(Dataset entries)
=== Begin Enclosure ===
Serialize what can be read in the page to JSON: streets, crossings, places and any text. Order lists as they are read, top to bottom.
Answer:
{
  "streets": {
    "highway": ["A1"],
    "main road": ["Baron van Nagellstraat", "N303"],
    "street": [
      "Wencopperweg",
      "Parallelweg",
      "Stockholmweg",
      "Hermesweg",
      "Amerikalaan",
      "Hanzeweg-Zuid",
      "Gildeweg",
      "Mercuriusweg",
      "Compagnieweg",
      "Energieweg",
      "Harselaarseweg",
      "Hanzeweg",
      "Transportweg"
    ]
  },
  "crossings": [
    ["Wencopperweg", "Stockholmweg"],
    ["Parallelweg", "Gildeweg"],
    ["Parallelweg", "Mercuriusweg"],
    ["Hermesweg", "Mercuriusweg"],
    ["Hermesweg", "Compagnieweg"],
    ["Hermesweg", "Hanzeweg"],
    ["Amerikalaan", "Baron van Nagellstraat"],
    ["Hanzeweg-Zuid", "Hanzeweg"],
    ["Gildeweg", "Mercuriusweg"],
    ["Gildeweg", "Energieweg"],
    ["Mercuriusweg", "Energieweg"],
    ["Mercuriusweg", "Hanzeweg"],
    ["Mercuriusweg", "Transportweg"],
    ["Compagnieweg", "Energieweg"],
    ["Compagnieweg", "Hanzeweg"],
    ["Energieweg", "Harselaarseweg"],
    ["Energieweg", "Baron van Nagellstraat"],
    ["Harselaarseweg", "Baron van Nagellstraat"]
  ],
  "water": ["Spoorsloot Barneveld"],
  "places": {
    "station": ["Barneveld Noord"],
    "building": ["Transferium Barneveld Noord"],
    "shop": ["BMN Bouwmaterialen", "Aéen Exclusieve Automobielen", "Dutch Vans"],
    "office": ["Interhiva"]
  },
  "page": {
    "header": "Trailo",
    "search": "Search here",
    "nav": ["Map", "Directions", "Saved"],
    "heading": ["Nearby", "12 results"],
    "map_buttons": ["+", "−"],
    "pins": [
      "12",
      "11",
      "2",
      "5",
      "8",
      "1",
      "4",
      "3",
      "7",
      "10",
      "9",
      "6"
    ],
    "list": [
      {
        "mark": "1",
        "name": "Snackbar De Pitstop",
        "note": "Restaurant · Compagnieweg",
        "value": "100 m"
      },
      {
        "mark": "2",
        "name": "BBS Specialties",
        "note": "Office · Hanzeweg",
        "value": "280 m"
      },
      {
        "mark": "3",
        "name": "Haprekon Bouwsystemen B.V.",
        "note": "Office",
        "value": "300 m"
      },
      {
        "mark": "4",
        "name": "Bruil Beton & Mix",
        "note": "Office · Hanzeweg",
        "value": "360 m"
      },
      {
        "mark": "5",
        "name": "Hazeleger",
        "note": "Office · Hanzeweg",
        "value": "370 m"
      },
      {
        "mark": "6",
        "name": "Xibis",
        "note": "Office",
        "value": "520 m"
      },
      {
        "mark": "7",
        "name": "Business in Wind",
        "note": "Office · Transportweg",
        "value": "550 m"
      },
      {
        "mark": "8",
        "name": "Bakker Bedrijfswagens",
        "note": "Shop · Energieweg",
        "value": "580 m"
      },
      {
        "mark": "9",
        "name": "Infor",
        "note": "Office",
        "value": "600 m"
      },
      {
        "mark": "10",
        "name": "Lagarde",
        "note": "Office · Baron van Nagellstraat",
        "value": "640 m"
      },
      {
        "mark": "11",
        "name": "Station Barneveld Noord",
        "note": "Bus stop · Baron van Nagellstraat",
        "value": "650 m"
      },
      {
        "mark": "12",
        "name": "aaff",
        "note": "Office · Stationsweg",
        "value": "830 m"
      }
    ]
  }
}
=== End Enclosure ===
Work item: Copy from the entries only those lines that hold the word "places".

Task answer:
Serialize what can be read in the page to JSON: streets, crossings, places and any text. Order lists as they are read, top to bottom.
  "places": {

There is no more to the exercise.